**EXERCISE**
Take each line of the listing that has the string "scale" and report it.
• • • • • • •
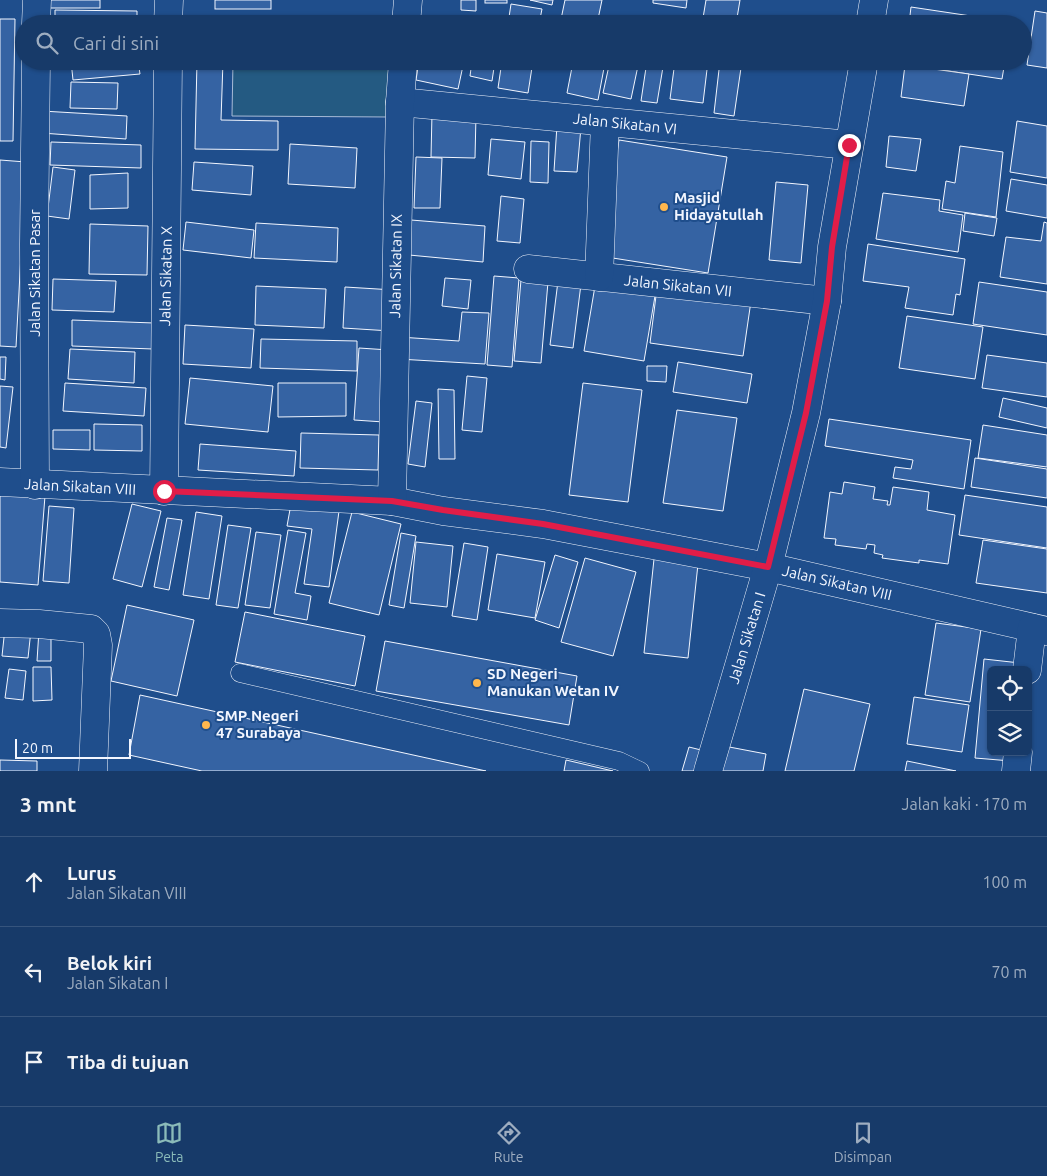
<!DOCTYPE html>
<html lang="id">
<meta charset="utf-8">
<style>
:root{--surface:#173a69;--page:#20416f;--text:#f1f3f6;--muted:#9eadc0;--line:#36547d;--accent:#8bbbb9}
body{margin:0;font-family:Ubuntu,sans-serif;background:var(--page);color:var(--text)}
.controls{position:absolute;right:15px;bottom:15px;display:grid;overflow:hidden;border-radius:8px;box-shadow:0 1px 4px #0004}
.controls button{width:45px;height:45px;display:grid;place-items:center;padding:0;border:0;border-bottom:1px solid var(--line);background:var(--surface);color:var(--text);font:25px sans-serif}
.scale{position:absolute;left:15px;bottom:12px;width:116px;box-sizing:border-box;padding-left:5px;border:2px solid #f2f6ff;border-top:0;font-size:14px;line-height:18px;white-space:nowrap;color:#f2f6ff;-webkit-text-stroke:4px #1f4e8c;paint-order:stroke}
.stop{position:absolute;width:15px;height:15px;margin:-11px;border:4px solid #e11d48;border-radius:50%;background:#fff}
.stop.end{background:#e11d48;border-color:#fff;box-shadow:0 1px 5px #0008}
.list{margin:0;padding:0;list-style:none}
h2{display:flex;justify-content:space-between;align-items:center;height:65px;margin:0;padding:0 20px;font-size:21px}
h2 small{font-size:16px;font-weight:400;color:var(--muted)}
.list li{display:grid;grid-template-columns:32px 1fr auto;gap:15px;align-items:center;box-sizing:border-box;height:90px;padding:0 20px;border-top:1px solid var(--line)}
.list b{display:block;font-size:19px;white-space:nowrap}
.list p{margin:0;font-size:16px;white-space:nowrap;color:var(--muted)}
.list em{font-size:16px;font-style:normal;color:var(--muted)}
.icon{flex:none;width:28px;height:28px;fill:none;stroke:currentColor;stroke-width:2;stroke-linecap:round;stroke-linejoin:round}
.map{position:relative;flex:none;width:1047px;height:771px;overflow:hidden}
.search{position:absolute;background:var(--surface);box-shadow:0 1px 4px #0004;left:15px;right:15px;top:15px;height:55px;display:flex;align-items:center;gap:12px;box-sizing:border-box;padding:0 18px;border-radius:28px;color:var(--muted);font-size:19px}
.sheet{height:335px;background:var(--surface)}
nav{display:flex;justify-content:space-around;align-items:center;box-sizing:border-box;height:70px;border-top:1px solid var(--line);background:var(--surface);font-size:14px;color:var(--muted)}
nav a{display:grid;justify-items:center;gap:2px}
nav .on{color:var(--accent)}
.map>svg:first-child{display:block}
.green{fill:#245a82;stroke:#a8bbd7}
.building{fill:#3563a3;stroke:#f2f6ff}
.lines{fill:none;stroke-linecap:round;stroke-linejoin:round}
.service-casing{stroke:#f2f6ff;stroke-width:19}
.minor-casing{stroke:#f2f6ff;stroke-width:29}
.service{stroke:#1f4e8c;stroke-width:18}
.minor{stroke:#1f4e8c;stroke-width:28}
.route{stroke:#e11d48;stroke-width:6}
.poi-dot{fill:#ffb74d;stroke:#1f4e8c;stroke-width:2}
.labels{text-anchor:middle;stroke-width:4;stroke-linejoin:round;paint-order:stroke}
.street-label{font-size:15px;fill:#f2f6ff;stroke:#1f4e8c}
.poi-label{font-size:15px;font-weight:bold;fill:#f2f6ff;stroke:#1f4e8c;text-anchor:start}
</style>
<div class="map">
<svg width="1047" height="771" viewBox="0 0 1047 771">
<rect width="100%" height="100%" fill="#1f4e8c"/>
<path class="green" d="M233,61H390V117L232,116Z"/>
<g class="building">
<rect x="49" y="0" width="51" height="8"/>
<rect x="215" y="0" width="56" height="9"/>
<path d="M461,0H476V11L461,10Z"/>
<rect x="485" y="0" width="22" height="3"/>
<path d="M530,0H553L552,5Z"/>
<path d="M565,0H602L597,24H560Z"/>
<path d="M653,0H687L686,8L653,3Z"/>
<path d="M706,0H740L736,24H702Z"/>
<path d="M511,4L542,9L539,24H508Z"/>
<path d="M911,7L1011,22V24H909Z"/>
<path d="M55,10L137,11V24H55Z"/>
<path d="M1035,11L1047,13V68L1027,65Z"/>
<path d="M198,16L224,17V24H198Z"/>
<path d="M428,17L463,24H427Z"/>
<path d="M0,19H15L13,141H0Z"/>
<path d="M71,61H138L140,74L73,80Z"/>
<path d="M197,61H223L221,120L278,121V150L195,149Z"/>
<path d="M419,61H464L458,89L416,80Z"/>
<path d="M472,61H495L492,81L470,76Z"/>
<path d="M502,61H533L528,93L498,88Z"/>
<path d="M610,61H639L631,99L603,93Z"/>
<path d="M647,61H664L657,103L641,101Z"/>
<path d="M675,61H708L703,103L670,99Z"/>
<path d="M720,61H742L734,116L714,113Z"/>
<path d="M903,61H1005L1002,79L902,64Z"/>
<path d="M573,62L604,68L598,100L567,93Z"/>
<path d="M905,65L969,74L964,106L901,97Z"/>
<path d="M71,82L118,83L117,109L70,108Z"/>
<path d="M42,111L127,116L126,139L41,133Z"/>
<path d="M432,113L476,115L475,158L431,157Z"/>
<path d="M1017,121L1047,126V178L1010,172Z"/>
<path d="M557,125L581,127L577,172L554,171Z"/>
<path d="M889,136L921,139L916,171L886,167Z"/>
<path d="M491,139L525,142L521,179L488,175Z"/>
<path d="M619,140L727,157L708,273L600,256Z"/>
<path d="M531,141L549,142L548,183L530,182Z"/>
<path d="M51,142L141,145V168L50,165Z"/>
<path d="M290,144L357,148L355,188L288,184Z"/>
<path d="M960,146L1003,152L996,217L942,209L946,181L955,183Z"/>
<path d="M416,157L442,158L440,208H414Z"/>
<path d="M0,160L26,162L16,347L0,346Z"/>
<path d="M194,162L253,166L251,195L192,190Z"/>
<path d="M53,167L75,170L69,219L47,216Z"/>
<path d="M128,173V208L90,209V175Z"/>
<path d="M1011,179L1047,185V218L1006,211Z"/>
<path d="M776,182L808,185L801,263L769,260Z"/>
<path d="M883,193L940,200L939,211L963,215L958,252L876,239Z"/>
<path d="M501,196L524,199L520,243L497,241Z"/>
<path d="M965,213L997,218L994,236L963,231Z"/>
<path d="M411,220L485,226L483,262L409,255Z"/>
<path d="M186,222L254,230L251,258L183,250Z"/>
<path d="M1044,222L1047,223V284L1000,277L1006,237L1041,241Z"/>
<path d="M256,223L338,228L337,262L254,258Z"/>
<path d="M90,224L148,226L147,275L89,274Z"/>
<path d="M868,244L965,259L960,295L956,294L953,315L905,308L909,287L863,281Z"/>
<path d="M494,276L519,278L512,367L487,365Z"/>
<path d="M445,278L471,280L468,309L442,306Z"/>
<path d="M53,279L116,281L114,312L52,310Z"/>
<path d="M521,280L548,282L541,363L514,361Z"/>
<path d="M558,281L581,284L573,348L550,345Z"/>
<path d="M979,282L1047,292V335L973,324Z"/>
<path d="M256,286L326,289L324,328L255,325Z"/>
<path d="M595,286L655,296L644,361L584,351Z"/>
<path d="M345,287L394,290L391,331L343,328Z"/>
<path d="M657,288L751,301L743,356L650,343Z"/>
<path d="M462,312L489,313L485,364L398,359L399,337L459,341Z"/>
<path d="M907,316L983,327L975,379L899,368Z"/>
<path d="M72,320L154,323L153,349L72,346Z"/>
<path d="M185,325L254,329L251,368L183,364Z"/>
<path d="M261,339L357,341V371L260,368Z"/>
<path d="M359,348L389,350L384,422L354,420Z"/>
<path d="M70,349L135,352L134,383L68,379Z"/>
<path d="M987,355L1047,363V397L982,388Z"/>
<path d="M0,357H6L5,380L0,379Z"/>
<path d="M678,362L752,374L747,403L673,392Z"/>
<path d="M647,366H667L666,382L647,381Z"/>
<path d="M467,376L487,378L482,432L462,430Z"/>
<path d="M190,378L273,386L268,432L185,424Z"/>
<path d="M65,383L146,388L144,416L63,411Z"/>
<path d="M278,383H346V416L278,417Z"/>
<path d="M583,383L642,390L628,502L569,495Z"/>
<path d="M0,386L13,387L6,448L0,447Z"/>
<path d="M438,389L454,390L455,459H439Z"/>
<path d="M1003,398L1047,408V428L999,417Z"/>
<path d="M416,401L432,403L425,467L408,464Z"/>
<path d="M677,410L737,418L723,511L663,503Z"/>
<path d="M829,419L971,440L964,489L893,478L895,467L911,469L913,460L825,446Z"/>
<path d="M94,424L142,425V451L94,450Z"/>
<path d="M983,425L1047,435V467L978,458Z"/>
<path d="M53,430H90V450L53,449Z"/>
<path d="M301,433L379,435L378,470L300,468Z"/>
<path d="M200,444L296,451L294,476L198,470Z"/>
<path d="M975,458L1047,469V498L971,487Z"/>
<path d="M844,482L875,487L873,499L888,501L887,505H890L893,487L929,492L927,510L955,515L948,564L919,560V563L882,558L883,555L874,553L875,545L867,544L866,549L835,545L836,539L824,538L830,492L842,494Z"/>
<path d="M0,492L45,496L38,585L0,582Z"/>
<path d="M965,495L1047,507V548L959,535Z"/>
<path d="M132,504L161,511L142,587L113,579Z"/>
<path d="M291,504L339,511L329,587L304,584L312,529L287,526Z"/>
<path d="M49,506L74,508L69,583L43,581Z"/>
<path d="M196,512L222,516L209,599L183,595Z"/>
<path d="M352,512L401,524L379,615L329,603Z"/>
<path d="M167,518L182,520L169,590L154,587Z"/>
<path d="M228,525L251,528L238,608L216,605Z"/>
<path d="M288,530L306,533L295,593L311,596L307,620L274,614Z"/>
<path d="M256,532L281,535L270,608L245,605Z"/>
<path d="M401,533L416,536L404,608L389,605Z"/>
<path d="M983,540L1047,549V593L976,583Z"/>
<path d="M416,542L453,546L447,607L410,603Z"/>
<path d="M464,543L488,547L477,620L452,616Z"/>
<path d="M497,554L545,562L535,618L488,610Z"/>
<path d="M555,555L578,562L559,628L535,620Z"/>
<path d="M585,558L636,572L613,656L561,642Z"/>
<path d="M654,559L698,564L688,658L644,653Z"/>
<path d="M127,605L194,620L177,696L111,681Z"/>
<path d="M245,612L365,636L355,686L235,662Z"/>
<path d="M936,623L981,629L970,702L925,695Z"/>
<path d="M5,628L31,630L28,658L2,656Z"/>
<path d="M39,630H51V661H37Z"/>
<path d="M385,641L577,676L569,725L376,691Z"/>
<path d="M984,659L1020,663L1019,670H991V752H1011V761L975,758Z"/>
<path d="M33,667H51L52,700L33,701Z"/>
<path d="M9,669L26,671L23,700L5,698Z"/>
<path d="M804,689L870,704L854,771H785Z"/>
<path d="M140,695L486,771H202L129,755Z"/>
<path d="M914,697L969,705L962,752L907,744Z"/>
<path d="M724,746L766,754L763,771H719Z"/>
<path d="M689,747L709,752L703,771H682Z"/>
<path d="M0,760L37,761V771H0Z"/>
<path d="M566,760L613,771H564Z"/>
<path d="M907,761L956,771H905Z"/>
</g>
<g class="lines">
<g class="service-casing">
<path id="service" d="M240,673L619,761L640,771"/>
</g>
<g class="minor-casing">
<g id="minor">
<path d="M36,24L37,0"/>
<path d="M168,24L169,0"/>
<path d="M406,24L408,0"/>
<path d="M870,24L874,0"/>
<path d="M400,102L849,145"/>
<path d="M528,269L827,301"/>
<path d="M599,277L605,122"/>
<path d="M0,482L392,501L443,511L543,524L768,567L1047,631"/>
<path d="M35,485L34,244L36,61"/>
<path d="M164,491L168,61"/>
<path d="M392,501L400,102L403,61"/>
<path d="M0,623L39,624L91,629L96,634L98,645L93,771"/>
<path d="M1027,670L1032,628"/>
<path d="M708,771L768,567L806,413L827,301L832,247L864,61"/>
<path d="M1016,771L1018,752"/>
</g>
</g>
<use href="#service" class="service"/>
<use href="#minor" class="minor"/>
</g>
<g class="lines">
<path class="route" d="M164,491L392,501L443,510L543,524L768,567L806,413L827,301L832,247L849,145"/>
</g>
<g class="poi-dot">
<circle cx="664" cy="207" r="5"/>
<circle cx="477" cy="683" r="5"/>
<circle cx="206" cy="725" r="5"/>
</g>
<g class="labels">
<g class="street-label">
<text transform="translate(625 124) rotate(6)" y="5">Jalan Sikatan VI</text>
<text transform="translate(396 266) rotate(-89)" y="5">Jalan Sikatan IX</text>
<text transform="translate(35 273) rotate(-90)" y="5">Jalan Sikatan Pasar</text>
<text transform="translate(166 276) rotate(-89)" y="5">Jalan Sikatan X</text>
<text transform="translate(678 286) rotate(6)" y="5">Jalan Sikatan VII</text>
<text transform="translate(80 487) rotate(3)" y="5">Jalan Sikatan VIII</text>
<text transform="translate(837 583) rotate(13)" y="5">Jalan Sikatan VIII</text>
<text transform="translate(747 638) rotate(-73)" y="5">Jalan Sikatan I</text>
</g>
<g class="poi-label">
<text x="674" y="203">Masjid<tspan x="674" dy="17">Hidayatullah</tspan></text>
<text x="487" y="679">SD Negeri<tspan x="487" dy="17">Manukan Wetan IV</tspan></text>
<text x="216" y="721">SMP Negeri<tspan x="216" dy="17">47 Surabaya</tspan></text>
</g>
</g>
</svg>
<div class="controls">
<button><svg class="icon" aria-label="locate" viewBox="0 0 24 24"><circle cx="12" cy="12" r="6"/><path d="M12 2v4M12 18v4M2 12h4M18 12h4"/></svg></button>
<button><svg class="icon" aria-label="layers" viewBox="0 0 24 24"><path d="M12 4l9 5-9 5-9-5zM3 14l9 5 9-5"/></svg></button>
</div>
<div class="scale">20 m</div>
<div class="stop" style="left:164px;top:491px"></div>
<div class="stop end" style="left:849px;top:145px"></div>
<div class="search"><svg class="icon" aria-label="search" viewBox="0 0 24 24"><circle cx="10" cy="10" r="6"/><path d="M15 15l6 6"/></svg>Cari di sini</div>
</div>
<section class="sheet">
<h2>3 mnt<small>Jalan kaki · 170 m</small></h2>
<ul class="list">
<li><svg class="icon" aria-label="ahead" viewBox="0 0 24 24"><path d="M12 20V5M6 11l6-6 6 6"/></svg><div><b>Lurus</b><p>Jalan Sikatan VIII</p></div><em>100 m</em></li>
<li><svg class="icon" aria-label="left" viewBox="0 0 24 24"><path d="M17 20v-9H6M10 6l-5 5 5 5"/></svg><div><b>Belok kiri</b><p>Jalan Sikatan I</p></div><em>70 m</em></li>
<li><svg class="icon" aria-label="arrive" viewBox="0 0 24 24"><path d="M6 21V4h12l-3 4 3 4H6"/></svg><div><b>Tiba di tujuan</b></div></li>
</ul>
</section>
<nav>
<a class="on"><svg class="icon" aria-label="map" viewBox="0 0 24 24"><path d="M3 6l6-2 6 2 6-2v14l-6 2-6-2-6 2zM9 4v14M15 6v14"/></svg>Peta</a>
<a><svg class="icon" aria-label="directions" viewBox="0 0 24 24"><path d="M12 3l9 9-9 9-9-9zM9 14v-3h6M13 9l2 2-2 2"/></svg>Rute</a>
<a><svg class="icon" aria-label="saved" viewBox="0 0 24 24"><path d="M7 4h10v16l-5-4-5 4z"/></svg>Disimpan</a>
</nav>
• • • • • • •
**FINAL ANSWER**
.scale{position:absolute;left:15px;bottom:12px;width:116px;box-sizing:border-box;padding-left:5px;border:2px solid #f2f6ff;border-top:0;font-size:14px;line-height:18px;white-space:nowrap;color:#f2f6ff;-webkit-text-stroke:4px #1f4e8c;paint-order:stroke}
<div class="scale">20 m</div>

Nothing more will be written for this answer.